→ Problem description: The pictures do not go in the copy. Reproduce the rest of the entries exactly.

Stored data:
------------------------
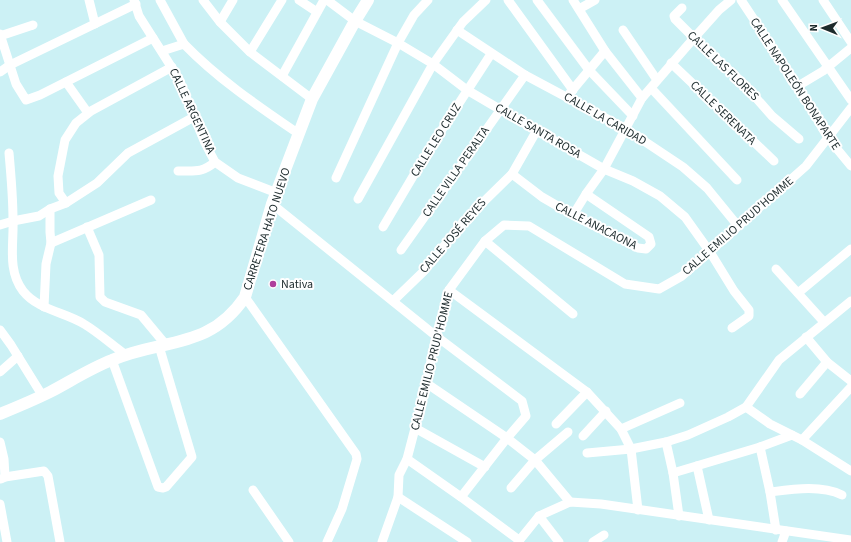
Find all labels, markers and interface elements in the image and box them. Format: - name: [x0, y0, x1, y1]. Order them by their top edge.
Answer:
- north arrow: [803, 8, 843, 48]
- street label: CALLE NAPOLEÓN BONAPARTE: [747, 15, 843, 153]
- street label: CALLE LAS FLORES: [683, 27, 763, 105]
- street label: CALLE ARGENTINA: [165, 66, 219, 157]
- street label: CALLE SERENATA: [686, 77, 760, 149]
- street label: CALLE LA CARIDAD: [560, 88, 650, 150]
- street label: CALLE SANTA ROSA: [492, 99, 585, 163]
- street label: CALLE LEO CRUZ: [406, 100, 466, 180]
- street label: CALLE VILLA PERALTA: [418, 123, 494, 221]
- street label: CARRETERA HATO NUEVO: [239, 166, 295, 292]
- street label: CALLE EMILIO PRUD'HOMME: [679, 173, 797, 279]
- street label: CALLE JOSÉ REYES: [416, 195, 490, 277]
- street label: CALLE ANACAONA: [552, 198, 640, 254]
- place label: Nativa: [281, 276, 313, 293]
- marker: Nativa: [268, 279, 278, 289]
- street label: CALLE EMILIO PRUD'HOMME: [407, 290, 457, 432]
------------------------
→ Response for this exercise:
Find all labels, markers and interface elements in the image and box them. Format: - name: [x0, y0, x1, y1]. Order them by their top edge.
Answer:
- north arrow: [803, 8, 843, 48]
- street label: CALLE NAPOLEÓN BONAPARTE: [747, 15, 843, 153]
- street label: CALLE LAS FLORES: [683, 27, 763, 105]
- street label: CALLE ARGENTINA: [165, 66, 219, 157]
- street label: CALLE SERENATA: [686, 77, 760, 149]
- street label: CALLE LA CARIDAD: [560, 88, 650, 150]
- street label: CALLE SANTA ROSA: [492, 99, 585, 163]
- street label: CALLE LEO CRUZ: [406, 100, 466, 180]
- street label: CALLE VILLA PERALTA: [418, 123, 494, 221]
- street label: CARRETERA HATO NUEVO: [239, 166, 295, 292]
- street label: CALLE EMILIO PRUD'HOMME: [679, 173, 797, 279]
- street label: CALLE JOSÉ REYES: [416, 195, 490, 277]
- street label: CALLE ANACAONA: [552, 198, 640, 254]
- place label: Nativa: [281, 276, 313, 293]
- marker: Nativa: [268, 279, 278, 289]
- street label: CALLE EMILIO PRUD'HOMME: [407, 290, 457, 432]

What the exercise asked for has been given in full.